A railway line inspection drone suffered a critical accident during a review route on a high-speed section. The rear stabilizer detached mid-flight due to a failure of the aeronautical structural adhesive used in its assembly. The incident, which caused no personal injuries, has called into question the manufacturing protocols and materials used in joining critical components.
3D Pipeline: from digital model to real failure 🛠️
The drone's design was carried out using a pipeline that combined RealityCapture to generate a precise point cloud of the fuselage geometry and SolidWorks Simulation to validate stresses at the joint points.
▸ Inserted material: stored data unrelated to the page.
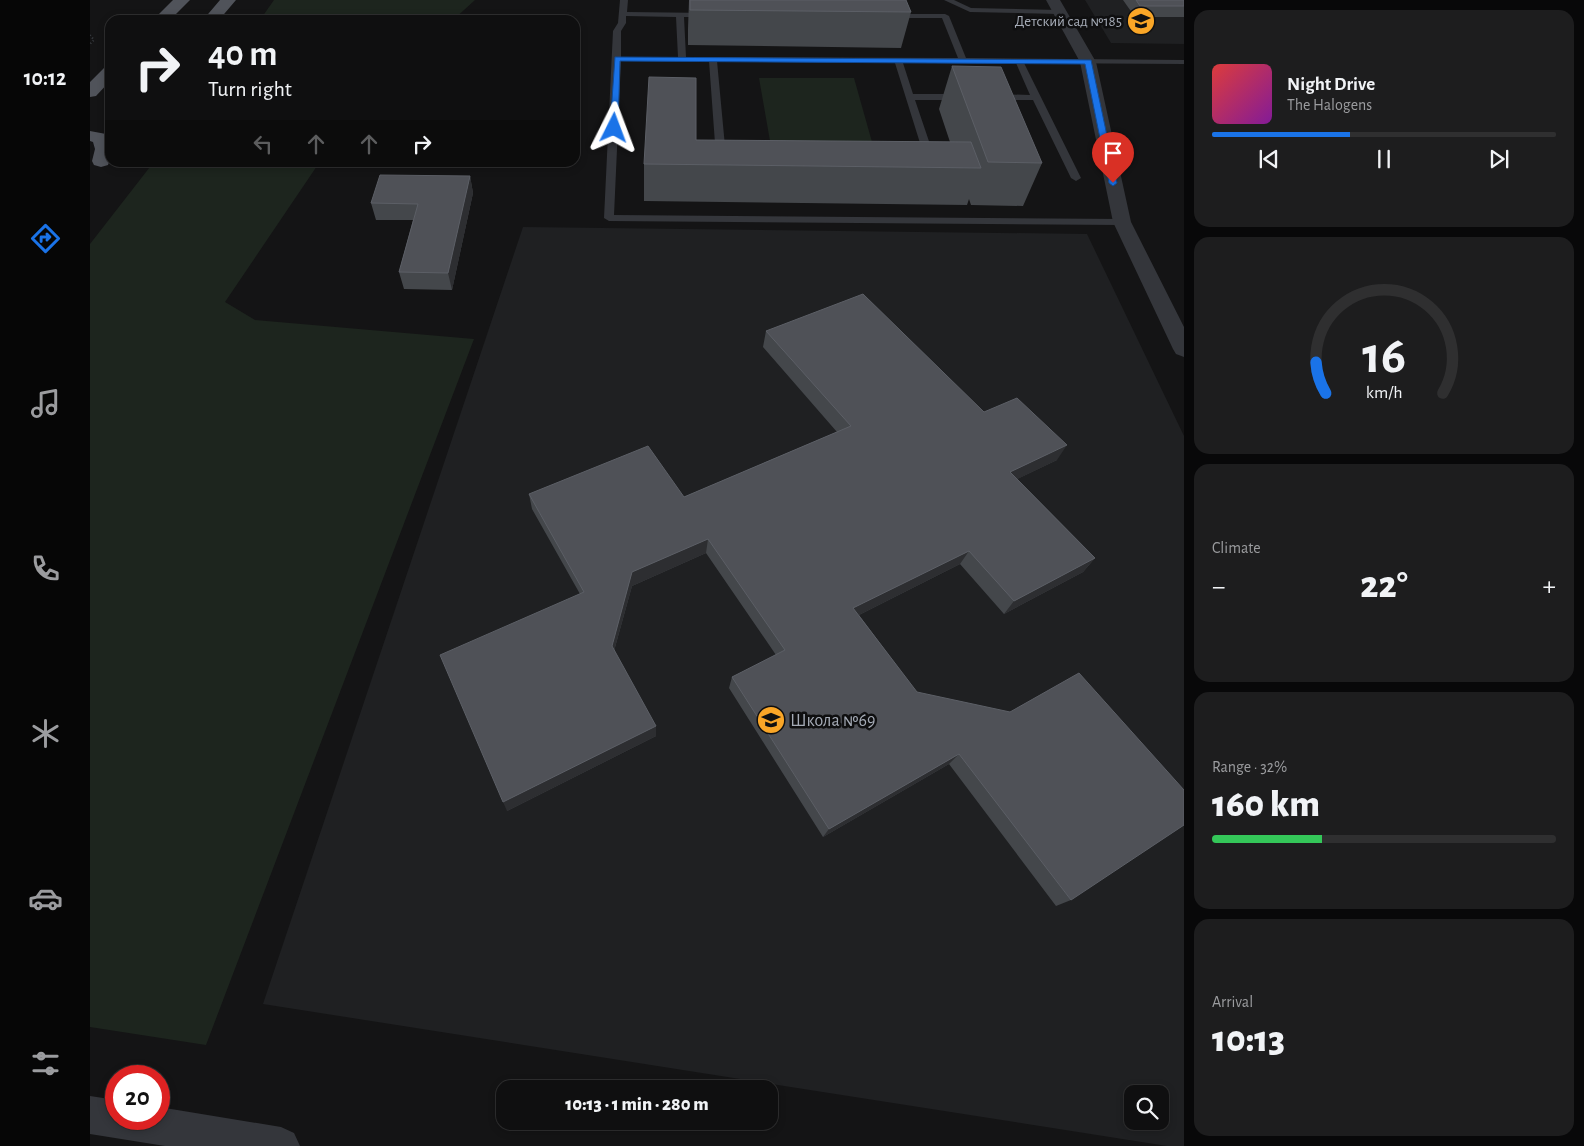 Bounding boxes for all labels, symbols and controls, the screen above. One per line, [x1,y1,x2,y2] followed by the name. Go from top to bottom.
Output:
[1126,6,1156,36] school or university icon: Детский сад №185
[1015,14,1122,29] place label: Детский сад №185
[125,35,190,100] icon: right
[208,37,277,72] text: 40 m
[24,67,66,89] text: 10:12
[1287,75,1375,94] text: Night Drive
[208,78,292,100] text: Turn right
[1287,97,1372,113] text: The Halogens
[587,101,639,153] position arrow
[249,130,277,158] icon: left
[302,130,330,158] icon: ahead
[355,130,383,158] icon: ahead
[408,130,436,158] icon: right
[1092,132,1134,183] pin
[1099,139,1127,167] icon: arrive
[1255,145,1283,173] icon: previous
[1370,145,1398,173] icon: pause
[1485,145,1513,173] icon: next
[28,221,63,256] icon: directions
[1362,330,1406,382] text: 16
[1366,384,1402,402] text: km/h
[28,386,63,421] icon: music
[1212,540,1261,556] text: Climate
[28,551,63,586] icon: phone
[1360,567,1408,605] text: 22°
[1212,573,1225,601] text: −
[1543,573,1556,601] text: +
[756,705,786,735] school or university icon: Школа №69
[790,712,875,730] place label: Школа №69
[28,716,63,751] icon: climate
[1212,759,1287,775] text: Range · 32%
[1212,786,1320,824] text: 160 km
[28,881,63,916] icon: car
[1212,994,1253,1010] text: Arrival
[1212,1021,1285,1059] text: 10:13
[28,1046,63,1081] icon: filters
[105,1065,170,1130] speed limit sign: 20
[1124,1085,1169,1130] map controls
[1124,1085,1169,1130] button: search
[565,1095,709,1114] text: 10:13 · 1 min · 280 m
Preliminary reports indicate that the finite element analysis did not account for degradation due to continuous vibration or thermal fatigue in the adhesive. The digital model showed acceptable safety margins, but physical reality demonstrated that the interface between the stabilizer and the structural arm could not withstand the actual dynamic loads.
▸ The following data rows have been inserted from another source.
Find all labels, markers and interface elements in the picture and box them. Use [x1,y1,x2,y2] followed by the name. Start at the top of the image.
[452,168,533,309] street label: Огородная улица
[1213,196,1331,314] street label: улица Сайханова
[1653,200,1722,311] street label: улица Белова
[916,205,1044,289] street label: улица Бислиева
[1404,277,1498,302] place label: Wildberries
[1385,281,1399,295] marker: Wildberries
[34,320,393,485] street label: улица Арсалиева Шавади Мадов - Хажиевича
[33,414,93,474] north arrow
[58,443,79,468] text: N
Airplane glue for a drone: sometimes it doesn't fly ✈️
Someone thought putting aeronautical adhesive on an inspection drone was like putting Formula 1 tires on a scooter. The stabilizer said goodbye in the middle of the job, leaving the drone spinning like a top. Now, engineers are studying whether the problem was the glue brand, the temperature of the day, or that the technician didn't blow before sticking. Meanwhile, the drone rests in a box with its stabilizer separated, like a museum piece of bad design.